**Exercise requirements:** Exact reproduction of the following data is required.

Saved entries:
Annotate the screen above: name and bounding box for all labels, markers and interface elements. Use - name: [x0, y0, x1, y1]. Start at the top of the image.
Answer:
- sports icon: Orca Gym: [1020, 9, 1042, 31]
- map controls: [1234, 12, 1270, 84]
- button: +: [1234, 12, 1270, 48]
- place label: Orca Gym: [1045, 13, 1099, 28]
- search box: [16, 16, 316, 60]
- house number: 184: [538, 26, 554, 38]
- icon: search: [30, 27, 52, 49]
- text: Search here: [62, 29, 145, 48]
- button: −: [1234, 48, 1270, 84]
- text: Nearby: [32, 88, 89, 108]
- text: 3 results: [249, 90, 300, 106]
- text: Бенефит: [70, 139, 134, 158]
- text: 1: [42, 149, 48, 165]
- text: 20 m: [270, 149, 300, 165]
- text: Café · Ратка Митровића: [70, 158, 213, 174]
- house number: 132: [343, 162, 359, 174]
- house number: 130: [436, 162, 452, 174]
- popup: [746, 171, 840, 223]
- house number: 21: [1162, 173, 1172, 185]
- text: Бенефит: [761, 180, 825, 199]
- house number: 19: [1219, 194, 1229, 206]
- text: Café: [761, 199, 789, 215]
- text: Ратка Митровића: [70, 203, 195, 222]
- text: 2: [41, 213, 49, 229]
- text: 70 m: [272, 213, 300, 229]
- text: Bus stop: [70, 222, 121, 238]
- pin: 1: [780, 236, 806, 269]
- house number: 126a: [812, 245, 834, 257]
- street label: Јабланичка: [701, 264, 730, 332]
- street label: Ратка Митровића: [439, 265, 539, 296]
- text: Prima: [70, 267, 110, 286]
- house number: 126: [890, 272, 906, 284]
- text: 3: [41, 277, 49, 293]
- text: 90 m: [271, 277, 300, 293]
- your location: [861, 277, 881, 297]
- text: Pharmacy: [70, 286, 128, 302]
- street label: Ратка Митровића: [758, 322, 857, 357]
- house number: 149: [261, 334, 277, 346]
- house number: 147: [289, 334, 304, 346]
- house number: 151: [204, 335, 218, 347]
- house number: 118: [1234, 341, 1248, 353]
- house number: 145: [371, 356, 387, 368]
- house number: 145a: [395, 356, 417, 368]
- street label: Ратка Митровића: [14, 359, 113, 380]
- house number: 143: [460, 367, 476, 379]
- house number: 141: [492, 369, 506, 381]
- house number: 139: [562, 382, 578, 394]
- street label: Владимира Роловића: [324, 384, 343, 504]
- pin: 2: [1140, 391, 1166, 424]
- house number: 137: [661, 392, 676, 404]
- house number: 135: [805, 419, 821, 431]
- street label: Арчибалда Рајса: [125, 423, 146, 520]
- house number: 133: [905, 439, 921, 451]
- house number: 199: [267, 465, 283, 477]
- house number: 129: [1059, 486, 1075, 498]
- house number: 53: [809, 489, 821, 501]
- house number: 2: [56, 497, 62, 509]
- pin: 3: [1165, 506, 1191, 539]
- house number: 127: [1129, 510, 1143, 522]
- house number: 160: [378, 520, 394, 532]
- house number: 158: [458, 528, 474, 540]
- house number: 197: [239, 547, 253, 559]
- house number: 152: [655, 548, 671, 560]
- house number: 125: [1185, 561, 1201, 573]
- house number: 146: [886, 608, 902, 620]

**Result:**
Annotate the screen above: name and bounding box for all labels, markers and interface elements. Use - name: [x0, y0, x1, y1]. Start at the top of the image.
Answer:
- sports icon: Orca Gym: [1020, 9, 1042, 31]
- map controls: [1234, 12, 1270, 84]
- button: +: [1234, 12, 1270, 48]
- place label: Orca Gym: [1045, 13, 1099, 28]
- search box: [16, 16, 316, 60]
- house number: 184: [538, 26, 554, 38]
- icon: search: [30, 27, 52, 49]
- text: Search here: [62, 29, 145, 48]
- button: −: [1234, 48, 1270, 84]
- text: Nearby: [32, 88, 89, 108]
- text: 3 results: [249, 90, 300, 106]
- text: Бенефит: [70, 139, 134, 158]
- text: 1: [42, 149, 48, 165]
- text: 20 m: [270, 149, 300, 165]
- text: Café · Ратка Митровића: [70, 158, 213, 174]
- house number: 132: [343, 162, 359, 174]
- house number: 130: [436, 162, 452, 174]
- popup: [746, 171, 840, 223]
- house number: 21: [1162, 173, 1172, 185]
- text: Бенефит: [761, 180, 825, 199]
- house number: 19: [1219, 194, 1229, 206]
- text: Café: [761, 199, 789, 215]
- text: Ратка Митровића: [70, 203, 195, 222]
- text: 2: [41, 213, 49, 229]
- text: 70 m: [272, 213, 300, 229]
- text: Bus stop: [70, 222, 121, 238]
- pin: 1: [780, 236, 806, 269]
- house number: 126a: [812, 245, 834, 257]
- street label: Јабланичка: [701, 264, 730, 332]
- street label: Ратка Митровића: [439, 265, 539, 296]
- text: Prima: [70, 267, 110, 286]
- house number: 126: [890, 272, 906, 284]
- text: 3: [41, 277, 49, 293]
- text: 90 m: [271, 277, 300, 293]
- your location: [861, 277, 881, 297]
- text: Pharmacy: [70, 286, 128, 302]
- street label: Ратка Митровића: [758, 322, 857, 357]
- house number: 149: [261, 334, 277, 346]
- house number: 147: [289, 334, 304, 346]
- house number: 151: [204, 335, 218, 347]
- house number: 118: [1234, 341, 1248, 353]
- house number: 145: [371, 356, 387, 368]
- house number: 145a: [395, 356, 417, 368]
- street label: Ратка Митровића: [14, 359, 113, 380]
- house number: 143: [460, 367, 476, 379]
- house number: 141: [492, 369, 506, 381]
- house number: 139: [562, 382, 578, 394]
- street label: Владимира Роловића: [324, 384, 343, 504]
- pin: 2: [1140, 391, 1166, 424]
- house number: 137: [661, 392, 676, 404]
- house number: 135: [805, 419, 821, 431]
- street label: Арчибалда Рајса: [125, 423, 146, 520]
- house number: 133: [905, 439, 921, 451]
- house number: 199: [267, 465, 283, 477]
- house number: 129: [1059, 486, 1075, 498]
- house number: 53: [809, 489, 821, 501]
- house number: 2: [56, 497, 62, 509]
- pin: 3: [1165, 506, 1191, 539]
- house number: 127: [1129, 510, 1143, 522]
- house number: 160: [378, 520, 394, 532]
- house number: 158: [458, 528, 474, 540]
- house number: 197: [239, 547, 253, 559]
- house number: 152: [655, 548, 671, 560]
- house number: 125: [1185, 561, 1201, 573]
- house number: 146: [886, 608, 902, 620]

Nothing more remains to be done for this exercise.